Block spider / web crawler on tool labs
Closed, InvalidPublic
Actions

Assigned To

Authored By

	• bzimport
	Jul 20 2014, 7:02 PM

Description

Author: metatron

Description:
Tracking ticket to block aggressive spiders and web crawlers on tool labs (tools.wmflabs.org/*)

These spiders should be blocked at network or proxy level rather than in individual lighttpd-configs or even applications to avoid a waste of resources.

Version: unspecified
Severity: normal

Details

Reference: bz68300

Related Objects
Search...

		Status	Subtype	Assigned	Task
		Invalid		coren	T70300 Block spider / web crawler on tool labs
		Resolved		yuvipanda	T73120 Block TweetmemeBot UA

Event Timeline

• bzimport raised the priority of this task from to Needs Triage.Nov 22 2014, 3:33 AM

• bzimport added projects: Toolforge, Tracking-Neverending.

• bzimport set Reference to bz68300.

• bzimport created this task.Jul 20 2014, 7:02 PM

metatron wrote:

Aggressive species:

-SeznamBot
-SputnikBot
-Sogou web spider
-TweetmemeBot
-kinshoobot
-CCBot
-Scrapy
-Baiduspider
-Yahoo!
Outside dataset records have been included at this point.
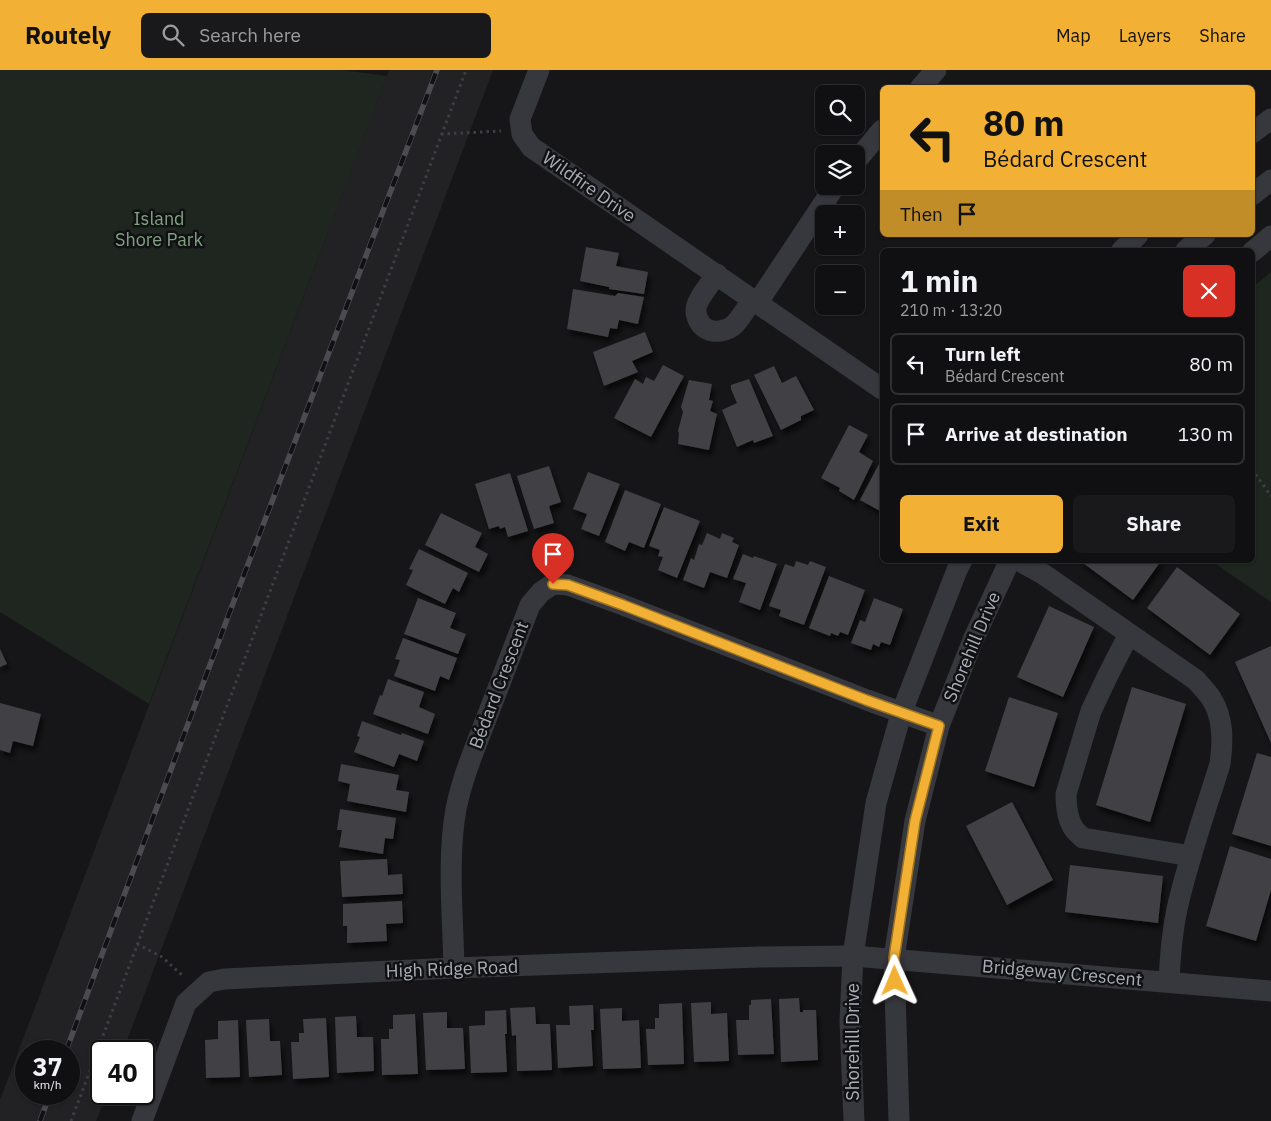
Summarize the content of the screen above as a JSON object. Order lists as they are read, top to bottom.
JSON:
{
  "streets": {
    "street": [
      "Wildfire Drive",
      "Shorehill Drive",
      "Bédard Crescent",
      "High Ridge Road",
      "Bridgeway Crescent"
    ]
  },
  "crossings": [
    ["Shorehill Drive", "Bédard Crescent"],
    ["Shorehill Drive", "High Ridge Road"],
    ["Shorehill Drive", "Bridgeway Crescent"],
    ["Bédard Crescent", "High Ridge Road"],
    ["High Ridge Road", "Bridgeway Crescent"]
  ],
  "parks": ["Island Shore Park"],
  "page": {
    "header": "Routely",
    "search": "Search here",
    "nav": ["Map", "Layers", "Share"],
    "map_buttons": ["+", "−"],
    "turn": ["80 m", "Bédard Crescent"],
    "then": "Then",
    "heading": ["1 min", "210 m · 13:20"],
    "list": [
      {
        "name": "Turn left",
        "note": "Bédard Crescent",
        "value": "80 m"
      },
      {
        "name": "Arrive at destination",
        "value": "130 m"
      }
    ],
    "buttons": ["Exit", "Share"],
    "speed": "37 km/h",
    "limit": "40"
  }
}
Slurp

User agents:
"Mozilla/5.0 (compatible; SeznamBot/3.2; +http://fulltext.sblog.cz/)"
"Mozilla/5.0 (compatible; SputnikBot/2.3; +http://corp.sputnik.ru/webmaster)
"Sogou web spider/4.0(+http://www.sogou.com/docs/help/webmasters.htm#07)"
"Mozilla/5.0 (compatible; TweetmemeBot/3.0; +http://tweetmeme.com/)"
"kinshoobot (/global; amd64 Linux 3.10.23-xxxx-std-ipv6-64; java 1.8.0_05; Europe/fr) http://kinshoo.net/bot.html"
"CCBot/2.0 (http://commoncrawl.org/faq/)"
"Scrapy/0.22.0 (+http://scrapy.org)"
"Mozilla/5.0 (compatible; Baiduspider/2.0; +http://www.baidu.com/search/spider.html)"
"Mozilla/5.0 (compatible; Yahoo! Slurp; http://help.yahoo.com/help/us/ysearch/slurp)"

metatron wrote:

360Spider

User Agent:
"Mozilla/5.0 (Windows NT 6.1) AppleWebKit/537.1 (KHTML, like Gecko) Chrome/21.0.1180.89 Safari/537.1; 360Spider"

coren moved this task from Backlog to Ready to be worked on on the Toolforge board.Nov 25 2014, 4:09 PM

Are these still a problem? The proxy can now reject based on User Agents, so these should be trivial to implement. TweetmemeBot is already blocked.

A tracking task with only one (resolved) blocking task doesn't make much sense to me :-).

There are certainly some things to improve about our spider treatment, and one of them is probably that we shouldn't deal with this case by case. However, due to the syntax of robots.txt, IIRC allowing bots to access / and the status pages below requires explicitly disallowing all other paths. So we would need to generate robots.txt dynamically by nginx including all tools except for some whitelist where the tool maintainer said: "I guarantee that bots can spider this tool without performance impact."

This sounds like work to be coordinated with a lot of people, and I would procrastinate that until the pain level rises.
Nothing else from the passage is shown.